In that kind of a Hard News organization, a JOURNALIST can't use the word Melodramatic -- except when quoting someone.
The word melodramatic itself is commentary -- and Hard News is factual and only factual. There are many such words that Hard News must avoid. Interestingly, English provides many alternative ways to convey facts without ladling on opinion.
So there are a hundred little tricks of the trade journalists used to use to keep all hint of opinion out of News Reports: word choice, syntax, tone of voice, and juxtaposition of topics are only a few.
Another characteristic of Old Fashioned Hard News was that, while every outlet had an editorial slant (clearly delineated in editorials and never hinted at in News items), and each outlet selected things to report on according to their slant, they did not CRAFT A NARRATIVE.
Today, TV News (and most other media outlets) blatantly admits (via TV anchors) that they omit any item that "does not fit the narrative" being crafted, and they do those omissions merely to justify their editorial slant -- no matter how much hypocrasy oozes through the cracks.

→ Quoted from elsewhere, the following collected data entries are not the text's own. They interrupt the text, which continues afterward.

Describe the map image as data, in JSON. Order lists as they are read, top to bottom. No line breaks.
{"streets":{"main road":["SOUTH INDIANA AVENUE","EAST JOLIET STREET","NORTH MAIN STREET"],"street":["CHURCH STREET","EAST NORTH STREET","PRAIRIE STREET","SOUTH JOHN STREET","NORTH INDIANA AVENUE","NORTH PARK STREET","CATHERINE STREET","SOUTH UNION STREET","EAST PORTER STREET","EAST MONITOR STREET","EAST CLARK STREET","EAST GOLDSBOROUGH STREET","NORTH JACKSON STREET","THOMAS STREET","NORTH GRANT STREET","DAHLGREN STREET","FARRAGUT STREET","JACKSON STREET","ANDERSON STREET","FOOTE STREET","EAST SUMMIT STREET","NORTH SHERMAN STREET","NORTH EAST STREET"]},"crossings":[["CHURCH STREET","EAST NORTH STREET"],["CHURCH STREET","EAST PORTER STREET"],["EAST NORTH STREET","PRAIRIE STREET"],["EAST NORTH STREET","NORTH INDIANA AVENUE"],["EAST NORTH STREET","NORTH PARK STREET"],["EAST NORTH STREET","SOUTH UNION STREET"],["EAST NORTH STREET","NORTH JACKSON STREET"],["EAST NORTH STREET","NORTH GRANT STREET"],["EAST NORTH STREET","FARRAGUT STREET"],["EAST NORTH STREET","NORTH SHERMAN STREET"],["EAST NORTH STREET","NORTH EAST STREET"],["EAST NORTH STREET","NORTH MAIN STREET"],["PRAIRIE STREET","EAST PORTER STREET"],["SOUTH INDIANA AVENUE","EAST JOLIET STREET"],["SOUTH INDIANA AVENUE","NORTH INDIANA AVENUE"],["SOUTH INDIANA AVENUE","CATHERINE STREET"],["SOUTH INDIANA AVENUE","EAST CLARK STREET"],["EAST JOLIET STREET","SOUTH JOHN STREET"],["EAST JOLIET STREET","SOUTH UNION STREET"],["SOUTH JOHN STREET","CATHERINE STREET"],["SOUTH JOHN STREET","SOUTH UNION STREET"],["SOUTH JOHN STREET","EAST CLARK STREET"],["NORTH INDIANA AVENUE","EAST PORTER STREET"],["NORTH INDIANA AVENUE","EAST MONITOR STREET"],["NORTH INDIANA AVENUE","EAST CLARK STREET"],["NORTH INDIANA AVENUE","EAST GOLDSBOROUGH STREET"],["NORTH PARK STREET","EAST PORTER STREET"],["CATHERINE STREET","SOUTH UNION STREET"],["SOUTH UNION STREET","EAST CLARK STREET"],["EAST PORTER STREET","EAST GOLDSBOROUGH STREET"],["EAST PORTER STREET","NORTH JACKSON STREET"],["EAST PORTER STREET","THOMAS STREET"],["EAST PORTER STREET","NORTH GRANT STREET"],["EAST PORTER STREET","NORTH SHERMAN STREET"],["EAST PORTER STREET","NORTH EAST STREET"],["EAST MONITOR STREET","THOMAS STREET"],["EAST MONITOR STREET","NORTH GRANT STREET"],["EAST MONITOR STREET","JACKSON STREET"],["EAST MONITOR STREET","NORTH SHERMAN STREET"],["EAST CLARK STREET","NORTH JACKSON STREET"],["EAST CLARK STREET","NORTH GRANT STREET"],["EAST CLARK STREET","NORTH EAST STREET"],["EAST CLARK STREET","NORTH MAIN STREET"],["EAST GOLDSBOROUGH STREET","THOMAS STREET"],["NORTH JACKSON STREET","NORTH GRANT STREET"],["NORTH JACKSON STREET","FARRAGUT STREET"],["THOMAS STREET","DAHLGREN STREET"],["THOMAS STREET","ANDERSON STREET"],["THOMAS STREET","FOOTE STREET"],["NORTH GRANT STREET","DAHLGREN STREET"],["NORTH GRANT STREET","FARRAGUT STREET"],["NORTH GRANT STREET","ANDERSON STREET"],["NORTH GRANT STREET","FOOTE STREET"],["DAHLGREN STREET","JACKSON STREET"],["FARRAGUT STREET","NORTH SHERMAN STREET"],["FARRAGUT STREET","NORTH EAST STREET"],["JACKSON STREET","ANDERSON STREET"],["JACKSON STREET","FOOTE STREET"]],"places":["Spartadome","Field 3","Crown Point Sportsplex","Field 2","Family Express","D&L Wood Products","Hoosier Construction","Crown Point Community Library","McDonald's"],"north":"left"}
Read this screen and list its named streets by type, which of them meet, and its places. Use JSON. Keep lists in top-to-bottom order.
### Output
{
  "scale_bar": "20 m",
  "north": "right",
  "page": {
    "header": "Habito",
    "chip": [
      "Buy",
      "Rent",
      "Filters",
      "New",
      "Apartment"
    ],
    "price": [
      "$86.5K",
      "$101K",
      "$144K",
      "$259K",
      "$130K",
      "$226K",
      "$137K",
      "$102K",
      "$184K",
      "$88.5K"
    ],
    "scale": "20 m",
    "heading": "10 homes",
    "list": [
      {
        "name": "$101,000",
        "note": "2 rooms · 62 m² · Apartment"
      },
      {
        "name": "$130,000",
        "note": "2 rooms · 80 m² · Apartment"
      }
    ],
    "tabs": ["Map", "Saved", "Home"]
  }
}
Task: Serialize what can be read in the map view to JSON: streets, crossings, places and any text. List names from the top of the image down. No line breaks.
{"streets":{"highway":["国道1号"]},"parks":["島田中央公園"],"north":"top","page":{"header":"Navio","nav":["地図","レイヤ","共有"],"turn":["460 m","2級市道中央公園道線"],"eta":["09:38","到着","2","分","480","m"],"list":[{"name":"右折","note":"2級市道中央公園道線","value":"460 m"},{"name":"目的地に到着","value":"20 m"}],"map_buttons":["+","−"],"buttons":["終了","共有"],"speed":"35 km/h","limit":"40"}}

They see nothing wrong with that because it's The News Game -- it's essential to the business model of TV News to create a "narrative."
The very definition of News has changed, just as the definition of words such as Melodrama has changed.
This discussion in Part 6 of Marketing is about where that change came from, why it happened, and what that means for the fiction-delivery-system into which you are marketing your novel.
Very few people channel-surf News programs and do relentless contrast/compare studies to sift out the few real Hard News Facts buried amidst the torrent of opinion.
Most people don't understand the reasons the use of the word Melodramatic disqualifies a piece as a News Report.
Most people have no idea there is a Narrative being "sold" (via precise mathematical PR techniques). And in fact, if you told them, they'd consider you a bit daft, or maybe a flat-out liar.
In Part 3 of this Marketing Fiction series, we discussed the movie Anchorman 2, and most especially the PR campaign that surrounded it's debut.
OK, it's a funny movie -- but it's about the News Game. If you're going to set a novel amidst The News Game, you must understand the game, and you must understand how very little of that game your readers believe exists.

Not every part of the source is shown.